Check every line below for the word "relate" and show those that hold it.

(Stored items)
- Opening Delimiter -
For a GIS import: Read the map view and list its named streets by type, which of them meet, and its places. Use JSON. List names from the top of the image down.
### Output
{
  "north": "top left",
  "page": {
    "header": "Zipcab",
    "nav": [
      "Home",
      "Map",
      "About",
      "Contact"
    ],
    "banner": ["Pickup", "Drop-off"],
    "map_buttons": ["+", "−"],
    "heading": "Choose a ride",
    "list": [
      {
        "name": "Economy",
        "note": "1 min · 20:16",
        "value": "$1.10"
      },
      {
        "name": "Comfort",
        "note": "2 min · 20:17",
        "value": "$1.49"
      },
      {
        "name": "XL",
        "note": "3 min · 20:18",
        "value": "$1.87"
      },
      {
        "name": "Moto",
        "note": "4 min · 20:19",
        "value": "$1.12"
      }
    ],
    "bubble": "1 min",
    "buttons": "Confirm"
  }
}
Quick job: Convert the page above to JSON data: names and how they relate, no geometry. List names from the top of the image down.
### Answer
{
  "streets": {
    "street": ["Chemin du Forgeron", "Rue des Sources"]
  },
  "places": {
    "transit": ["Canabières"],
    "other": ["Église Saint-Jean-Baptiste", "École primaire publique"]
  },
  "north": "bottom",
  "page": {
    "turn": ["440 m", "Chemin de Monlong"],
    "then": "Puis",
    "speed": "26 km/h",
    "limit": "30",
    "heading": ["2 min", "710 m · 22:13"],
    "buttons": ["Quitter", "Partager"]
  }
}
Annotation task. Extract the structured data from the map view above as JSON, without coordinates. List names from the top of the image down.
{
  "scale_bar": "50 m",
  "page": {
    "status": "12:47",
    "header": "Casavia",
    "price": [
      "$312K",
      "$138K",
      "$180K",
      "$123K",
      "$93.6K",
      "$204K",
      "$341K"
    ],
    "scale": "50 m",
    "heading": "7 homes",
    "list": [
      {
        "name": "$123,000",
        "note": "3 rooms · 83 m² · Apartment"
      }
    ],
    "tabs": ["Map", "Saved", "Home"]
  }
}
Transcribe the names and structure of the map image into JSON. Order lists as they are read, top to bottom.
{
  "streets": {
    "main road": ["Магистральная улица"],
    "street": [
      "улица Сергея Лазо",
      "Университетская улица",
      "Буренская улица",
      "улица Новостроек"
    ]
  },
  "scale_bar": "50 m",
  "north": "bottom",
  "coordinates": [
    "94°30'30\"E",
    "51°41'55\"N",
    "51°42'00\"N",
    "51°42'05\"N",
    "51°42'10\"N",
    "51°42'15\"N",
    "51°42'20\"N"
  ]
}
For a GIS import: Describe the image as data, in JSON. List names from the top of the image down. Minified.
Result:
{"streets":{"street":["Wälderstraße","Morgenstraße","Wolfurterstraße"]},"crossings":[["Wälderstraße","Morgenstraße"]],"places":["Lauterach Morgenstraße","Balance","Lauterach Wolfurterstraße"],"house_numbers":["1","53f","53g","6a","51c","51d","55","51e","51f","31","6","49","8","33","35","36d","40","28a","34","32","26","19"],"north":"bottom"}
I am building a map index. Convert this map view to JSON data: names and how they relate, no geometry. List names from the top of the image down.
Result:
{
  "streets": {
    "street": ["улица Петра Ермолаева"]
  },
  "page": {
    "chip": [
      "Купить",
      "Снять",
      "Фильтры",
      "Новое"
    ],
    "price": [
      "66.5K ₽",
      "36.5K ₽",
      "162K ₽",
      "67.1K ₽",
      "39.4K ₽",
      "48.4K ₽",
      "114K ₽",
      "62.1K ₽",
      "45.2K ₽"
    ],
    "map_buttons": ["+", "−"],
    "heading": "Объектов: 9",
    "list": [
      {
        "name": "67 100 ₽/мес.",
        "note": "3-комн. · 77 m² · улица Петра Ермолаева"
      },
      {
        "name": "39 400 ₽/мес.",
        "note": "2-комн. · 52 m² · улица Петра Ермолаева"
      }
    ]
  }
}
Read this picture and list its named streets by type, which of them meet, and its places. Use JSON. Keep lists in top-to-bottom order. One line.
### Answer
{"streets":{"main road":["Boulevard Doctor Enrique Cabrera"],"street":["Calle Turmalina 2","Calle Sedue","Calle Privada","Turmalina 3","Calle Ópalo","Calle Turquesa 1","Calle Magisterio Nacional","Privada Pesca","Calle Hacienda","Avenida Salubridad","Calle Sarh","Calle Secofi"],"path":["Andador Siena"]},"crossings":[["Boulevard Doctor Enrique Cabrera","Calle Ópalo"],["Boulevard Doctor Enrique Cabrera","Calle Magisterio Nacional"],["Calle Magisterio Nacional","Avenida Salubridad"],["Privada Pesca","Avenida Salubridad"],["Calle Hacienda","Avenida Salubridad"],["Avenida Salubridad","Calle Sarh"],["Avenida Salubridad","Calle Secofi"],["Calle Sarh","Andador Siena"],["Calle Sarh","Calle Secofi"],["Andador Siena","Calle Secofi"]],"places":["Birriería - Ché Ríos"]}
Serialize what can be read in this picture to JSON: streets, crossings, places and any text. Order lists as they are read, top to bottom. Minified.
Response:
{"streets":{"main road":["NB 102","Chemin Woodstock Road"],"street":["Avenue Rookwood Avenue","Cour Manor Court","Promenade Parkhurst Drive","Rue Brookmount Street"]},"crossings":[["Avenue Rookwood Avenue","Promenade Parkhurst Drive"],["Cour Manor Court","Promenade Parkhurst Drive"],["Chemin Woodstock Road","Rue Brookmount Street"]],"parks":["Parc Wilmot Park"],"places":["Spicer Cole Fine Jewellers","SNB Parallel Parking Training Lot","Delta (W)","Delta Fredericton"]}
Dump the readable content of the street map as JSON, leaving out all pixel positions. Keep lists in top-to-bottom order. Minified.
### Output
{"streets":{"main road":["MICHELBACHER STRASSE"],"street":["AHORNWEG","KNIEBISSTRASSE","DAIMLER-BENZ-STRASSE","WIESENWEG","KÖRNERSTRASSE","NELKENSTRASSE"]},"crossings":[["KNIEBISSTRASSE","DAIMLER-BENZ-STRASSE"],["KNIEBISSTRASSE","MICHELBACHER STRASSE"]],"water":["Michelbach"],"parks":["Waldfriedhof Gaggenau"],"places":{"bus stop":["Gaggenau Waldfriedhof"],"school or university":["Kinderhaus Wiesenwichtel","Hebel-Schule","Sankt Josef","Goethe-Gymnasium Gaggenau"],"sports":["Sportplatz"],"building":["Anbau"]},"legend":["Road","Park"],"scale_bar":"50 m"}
- Closing Delimiter -
Answer:
Quick job: Convert the page above to JSON data: names and how they relate, no geometry. List names from the top of the image down.
I am building a map index. Convert this map view to JSON data: names and how they relate, no geometry. List names from the top of the image down.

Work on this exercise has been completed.